She did not say anything.
Between the two front windows of the carriage there was a strip of glass in which he could see her. She had put on a darker frock and a light toque from which a fairly thick veil hung down over her face. She pushed up the veil and took from the shelf fixed under the strip of glass a small leather bag which contained an old, gold hand-glass, and other toilet appurtenances, small, stoppered bottles, rouge, and brushes.
She took the hand-glass from it and gazed at her tired face in it for some time.
Then she poured some drops on it from a tiny crystal bottle and rubbed the wetted surface with a scrap of silk. Once more she looked at herself in the glass.
At first Ralph did not understand; he only observed the somewhat bitter and melancholy expression of a woman gazing at herself when she is not at her best.
Ten minutes, a quarter of an hour, passed in this silence and in the manifestly intense effort of that gaze in which all her thought and will were concentrated. The smile appeared first, hesitating, timid, like a ray of winter sunlight. Presently it became bolder and revealed its action by little details which presented themselves in turn to the astonished eyes of Ralph. The corner of the mouth lost its droop. The skin filled again with color. The flesh appeared to grow firm again. The cheeks and the chin recovered their pure outline; and all the grace of youth once more illumined the beautiful and tender face of Josephine Balsamo.
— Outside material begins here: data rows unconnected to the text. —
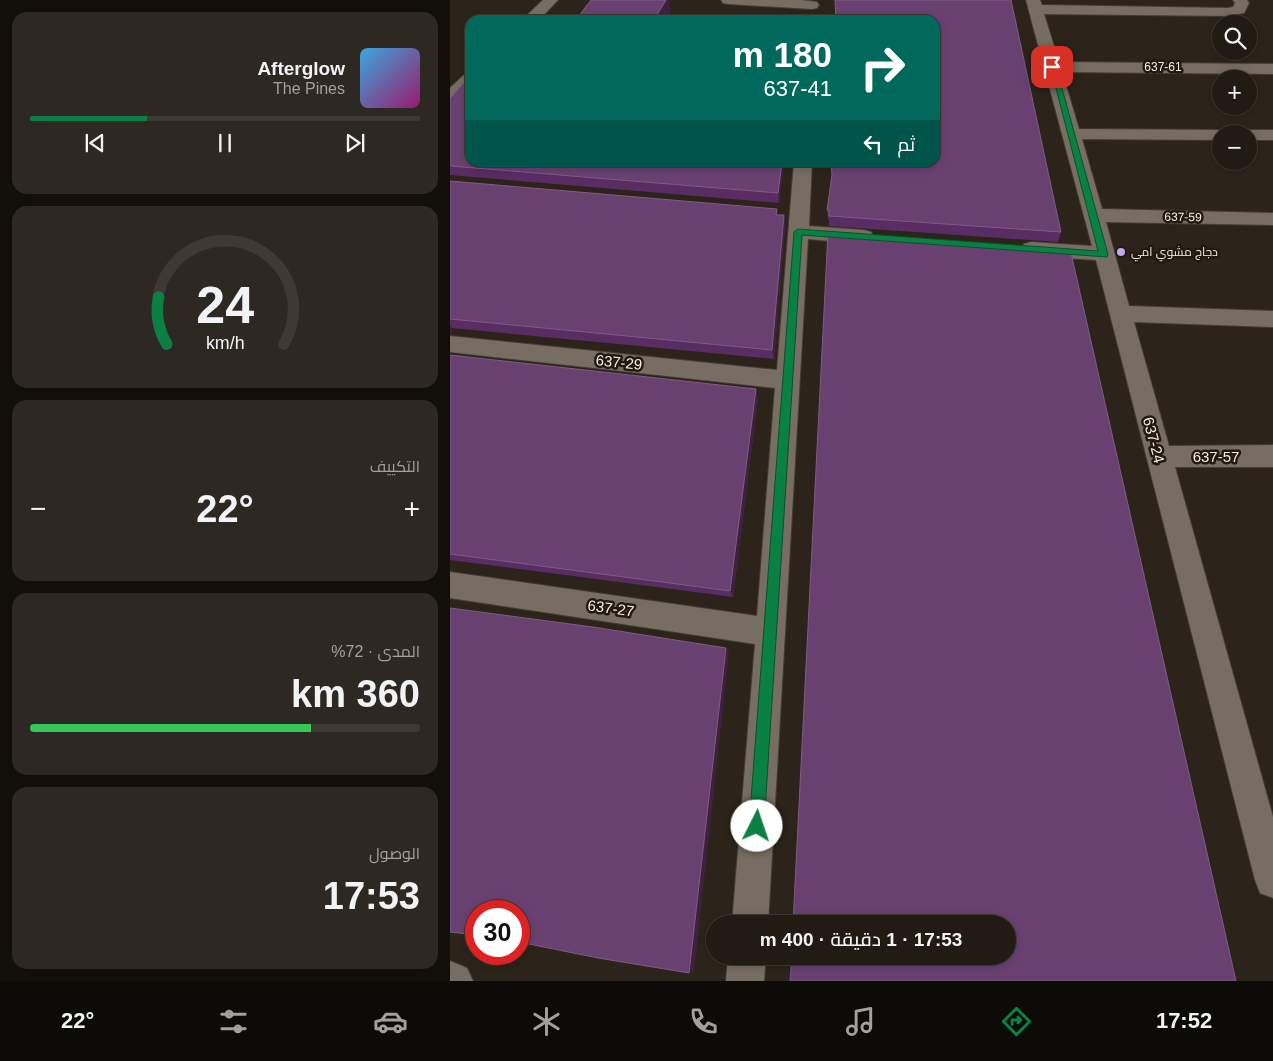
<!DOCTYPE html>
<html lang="ar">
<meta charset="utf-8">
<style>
:root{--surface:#211b14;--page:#2d2822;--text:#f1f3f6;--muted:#a2a1a0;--line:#3e3934;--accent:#0b8043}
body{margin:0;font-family:Arial,Cairo,sans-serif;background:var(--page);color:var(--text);direction:rtl;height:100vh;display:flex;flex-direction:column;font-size:19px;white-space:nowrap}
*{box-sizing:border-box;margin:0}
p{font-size:16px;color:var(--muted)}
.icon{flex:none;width:28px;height:28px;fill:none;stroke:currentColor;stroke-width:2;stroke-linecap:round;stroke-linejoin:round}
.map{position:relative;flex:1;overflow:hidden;direction:ltr}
.sheet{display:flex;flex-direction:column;gap:12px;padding:12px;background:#120f0b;width:450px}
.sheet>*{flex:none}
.hud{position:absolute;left:15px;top:15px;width:475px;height:152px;border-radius:15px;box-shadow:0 2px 8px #0003,0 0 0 1px var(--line);direction:rtl;background:#00695c;color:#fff;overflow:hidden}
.tools{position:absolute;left:762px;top:15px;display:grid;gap:10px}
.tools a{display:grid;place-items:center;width:45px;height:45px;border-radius:50%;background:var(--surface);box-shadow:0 2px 8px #0003,0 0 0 1px var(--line);font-size:25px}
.speed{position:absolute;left:15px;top:900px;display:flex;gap:10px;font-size:25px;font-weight:700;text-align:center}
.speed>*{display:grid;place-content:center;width:65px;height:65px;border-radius:50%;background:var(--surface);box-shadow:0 2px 8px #0003,0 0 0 1px var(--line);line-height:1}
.speed .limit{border:8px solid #d22;background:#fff;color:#111}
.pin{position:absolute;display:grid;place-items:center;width:42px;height:42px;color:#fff;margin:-21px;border-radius:10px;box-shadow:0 2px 8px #0006}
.me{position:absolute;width:55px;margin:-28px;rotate:4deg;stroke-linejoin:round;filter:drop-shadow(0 0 4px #0008)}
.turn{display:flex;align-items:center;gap:18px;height:105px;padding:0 25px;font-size:22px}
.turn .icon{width:65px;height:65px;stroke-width:2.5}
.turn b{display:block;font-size:35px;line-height:42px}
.then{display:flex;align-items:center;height:48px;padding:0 25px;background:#0003;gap:10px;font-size:19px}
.big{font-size:38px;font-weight:600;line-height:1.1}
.sheet .tile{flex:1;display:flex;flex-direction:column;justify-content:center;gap:8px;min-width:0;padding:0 18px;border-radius:15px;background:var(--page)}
.sheet .dial{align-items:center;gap:0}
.dial svg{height:130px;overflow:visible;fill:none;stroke:var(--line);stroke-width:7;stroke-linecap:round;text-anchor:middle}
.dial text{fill:var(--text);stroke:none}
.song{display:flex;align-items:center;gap:15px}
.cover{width:60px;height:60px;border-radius:8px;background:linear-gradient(135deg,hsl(200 70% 55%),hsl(320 70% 35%))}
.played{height:5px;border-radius:2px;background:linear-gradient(90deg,var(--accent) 30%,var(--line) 30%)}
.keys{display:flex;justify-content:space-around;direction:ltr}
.heat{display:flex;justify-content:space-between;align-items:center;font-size:28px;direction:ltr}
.charge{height:8px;border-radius:4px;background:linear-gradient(90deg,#34c759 72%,var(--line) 0)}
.trip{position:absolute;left:256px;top:915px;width:310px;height:50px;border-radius:25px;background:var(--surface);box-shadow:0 2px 8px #0003,0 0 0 1px var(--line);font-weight:600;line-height:50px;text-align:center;direction:rtl}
.dock{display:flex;height:80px;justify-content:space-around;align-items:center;background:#0d0b08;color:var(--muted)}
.dock .icon{width:35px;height:35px}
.dock .active{color:var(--accent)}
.dock b{font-size:22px;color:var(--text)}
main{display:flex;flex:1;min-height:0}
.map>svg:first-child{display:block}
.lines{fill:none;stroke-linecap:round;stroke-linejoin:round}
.street-casing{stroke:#453e36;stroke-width:2}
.street{fill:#776d62;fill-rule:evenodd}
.wall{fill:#592c63}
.shaded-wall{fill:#402040}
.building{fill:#694171;stroke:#7e5c83}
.route{fill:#0b8043;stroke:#07532c}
.poi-dot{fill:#c2a8f2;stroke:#221a11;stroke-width:2}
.labels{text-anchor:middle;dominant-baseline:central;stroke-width:5;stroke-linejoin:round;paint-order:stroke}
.far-street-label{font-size:12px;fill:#f2ece6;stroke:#221a11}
.far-poi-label{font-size:12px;fill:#f2ece6;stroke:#221a11;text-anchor:start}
.street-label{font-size:15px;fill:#f2ece6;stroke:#221a11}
</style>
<main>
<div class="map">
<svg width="823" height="981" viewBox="0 0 823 981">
<rect width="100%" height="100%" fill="#2c241a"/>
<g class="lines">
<g class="street-casing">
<g id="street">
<polygon points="93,0 108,0 89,20 72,20"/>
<polygon points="271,0 352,0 367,2 369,5 367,8 362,9 278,4 273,3"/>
<polygon points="576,0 590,0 592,5 778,8 783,7 785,3 783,0 797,0 799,3 794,13 778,16 594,14 609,62 823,64 823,74 612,72 629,129 771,130 779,134 771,134 771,140 632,139 652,209 823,213 823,225 656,222 679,306 823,311 823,327 684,322 719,446 823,445 823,467 725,467 823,817 823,898 810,893 805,880 646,260 581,256 574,254 571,249 574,244 581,242 642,246"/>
<polygon points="20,73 20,87 6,101 0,102 0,88 14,75"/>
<polygon points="799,130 823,130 823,140 799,140 799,134 791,134"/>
<polygon points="344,162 362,162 359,226 414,230 421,232 424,237 421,242 414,244 358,239 318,924 282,924 305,644 0,598 0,572 307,616 325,388 0,352 0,336 327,370"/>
<polygon points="278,956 316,956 314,981 276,981"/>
<polygon points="0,961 17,968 23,981 0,981"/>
</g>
</g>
<use href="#street" class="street"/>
</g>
<g class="wall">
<polygon points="221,10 215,20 130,20 128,17"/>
<polygon points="0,98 334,162 329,203 0,175"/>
<polygon points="380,162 485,162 611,232 608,242 379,226 379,220 378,219 377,210 382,177"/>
<polygon points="0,181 327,209 327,215 334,215 335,225 324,359 2,328 1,334 0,335"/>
<polygon points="0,355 308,398 283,597 0,560"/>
</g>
<g class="shaded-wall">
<polygon points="216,0 219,0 221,10 215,20 204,20"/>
<polygon points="332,162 334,162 329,203 328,193"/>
<polygon points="334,215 335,225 324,359 322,350"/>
<polygon points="0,326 2,328 1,334 0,335"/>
<polygon points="306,389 308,398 283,597 280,591"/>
<polygon points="276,648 279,653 244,971 239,973"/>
</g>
<g class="building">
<polygon points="141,0 216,0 204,20 177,20 128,17"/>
<polygon points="385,0 561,0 611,232 379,216 379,210 377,210 382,175 381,162 485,162 485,20 386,20"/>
<polygon points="20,76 20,162 332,162 328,193 0,166 0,98"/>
<polygon points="0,181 327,209 326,215 334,215 322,350 0,319"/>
<polygon points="378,232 615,250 615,252 621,253 786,981 340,981 342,956 558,956 558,924 343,924"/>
<polygon points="0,355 306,389 280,591 0,554"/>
<polygon points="0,608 143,627 276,648 239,973 148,958 69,942 69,911 26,911 26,935 0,932"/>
</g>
<polygon class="route" points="600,65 606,67 658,254 657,257 352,235 314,826 312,832 307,834 302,832 299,826 344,232 348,229 648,251"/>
<circle class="poi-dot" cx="671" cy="252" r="5"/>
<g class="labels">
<g class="far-street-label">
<text x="713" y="67">637-61</text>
<text transform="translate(733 217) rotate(1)">637-59</text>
</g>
<g class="far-poi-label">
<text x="681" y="252">دجاج مشوي امي</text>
</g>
<g class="street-label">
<text transform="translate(169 362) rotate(6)">637-29</text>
<text transform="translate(704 440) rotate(75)">637-24</text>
<text x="766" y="456">637-57</text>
<text transform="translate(161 608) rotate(8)">637-27</text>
</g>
</g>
</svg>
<div class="tools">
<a><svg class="icon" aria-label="search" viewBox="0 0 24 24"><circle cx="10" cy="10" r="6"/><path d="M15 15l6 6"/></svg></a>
<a>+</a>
<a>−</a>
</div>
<div class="speed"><div class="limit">30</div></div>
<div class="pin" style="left:602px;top:67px;background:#d93025"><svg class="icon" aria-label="arrive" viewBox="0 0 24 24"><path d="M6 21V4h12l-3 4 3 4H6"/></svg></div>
<svg class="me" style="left:307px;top:826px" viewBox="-20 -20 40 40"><circle r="19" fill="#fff"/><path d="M0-13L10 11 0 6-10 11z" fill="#0b8043"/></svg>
<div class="trip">17:53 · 1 دقيقة · 400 m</div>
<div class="hud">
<div class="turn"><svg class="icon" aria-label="right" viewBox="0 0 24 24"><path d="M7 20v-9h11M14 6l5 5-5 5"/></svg><div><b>180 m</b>637-41</div></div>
<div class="then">ثم<svg class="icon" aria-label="left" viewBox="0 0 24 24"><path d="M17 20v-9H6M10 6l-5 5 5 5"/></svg></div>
</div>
</div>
<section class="sheet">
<div class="tile">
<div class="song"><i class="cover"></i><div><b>Afterglow</b><p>The Pines</p></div></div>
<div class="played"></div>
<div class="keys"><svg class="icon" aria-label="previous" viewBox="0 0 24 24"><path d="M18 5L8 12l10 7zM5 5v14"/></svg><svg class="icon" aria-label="pause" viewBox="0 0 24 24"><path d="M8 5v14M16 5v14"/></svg><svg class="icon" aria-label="next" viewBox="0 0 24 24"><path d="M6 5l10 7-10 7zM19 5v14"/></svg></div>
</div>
<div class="tile dial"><svg viewBox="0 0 100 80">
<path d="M14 69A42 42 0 1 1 86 69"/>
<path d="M14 69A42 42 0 0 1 9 40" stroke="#0b8043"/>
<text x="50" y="56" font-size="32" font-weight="700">24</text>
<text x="50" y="72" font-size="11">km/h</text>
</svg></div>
<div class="tile"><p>التكييف</p>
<div class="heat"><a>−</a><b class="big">22°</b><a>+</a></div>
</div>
<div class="tile"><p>المدى · 72%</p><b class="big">360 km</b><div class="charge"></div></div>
<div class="tile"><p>الوصول</p><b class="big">17:53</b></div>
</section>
</main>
<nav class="dock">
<b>17:52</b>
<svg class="icon active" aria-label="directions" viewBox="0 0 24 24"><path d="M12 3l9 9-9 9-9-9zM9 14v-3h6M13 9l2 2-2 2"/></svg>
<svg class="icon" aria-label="music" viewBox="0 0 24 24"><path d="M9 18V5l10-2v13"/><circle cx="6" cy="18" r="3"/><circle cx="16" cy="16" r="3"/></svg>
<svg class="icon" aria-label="phone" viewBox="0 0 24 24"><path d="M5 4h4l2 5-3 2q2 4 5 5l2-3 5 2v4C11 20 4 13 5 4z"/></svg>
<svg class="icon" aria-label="climate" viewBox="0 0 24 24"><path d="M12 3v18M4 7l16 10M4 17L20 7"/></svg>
<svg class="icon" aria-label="car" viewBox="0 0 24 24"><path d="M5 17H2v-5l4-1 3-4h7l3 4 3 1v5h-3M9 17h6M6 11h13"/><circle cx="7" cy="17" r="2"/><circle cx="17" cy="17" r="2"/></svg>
<svg class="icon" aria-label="filters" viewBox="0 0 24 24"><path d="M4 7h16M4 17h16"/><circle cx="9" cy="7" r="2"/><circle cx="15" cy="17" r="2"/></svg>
<b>22°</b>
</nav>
The miracle was accomplished.
“Miracle?” said Ralph to himself. “Not a bit of it. Or rather, to be exact, a miracle of the will. The influence of a clear and tenacious thought which refuses to accept decay, and which reëstablishes discipline where disorder and surrender reign. As for the rest the mirror, the little bottle, the wonderful elixir—just a comedy.”
He took the hand-glass, which she had set down beside her, and examined it. It was evidently the hand-glass described during the meeting of the conspirators at La Haie d’Etigues, that which the Countess of Cagliostro had used in the presence of the Empress Eugenie. The frame was engine-turned, the plate of silver at the back was all dented with blows.
On the handle was a count’s coronet, a date, 1783, and the list of the four enigmas.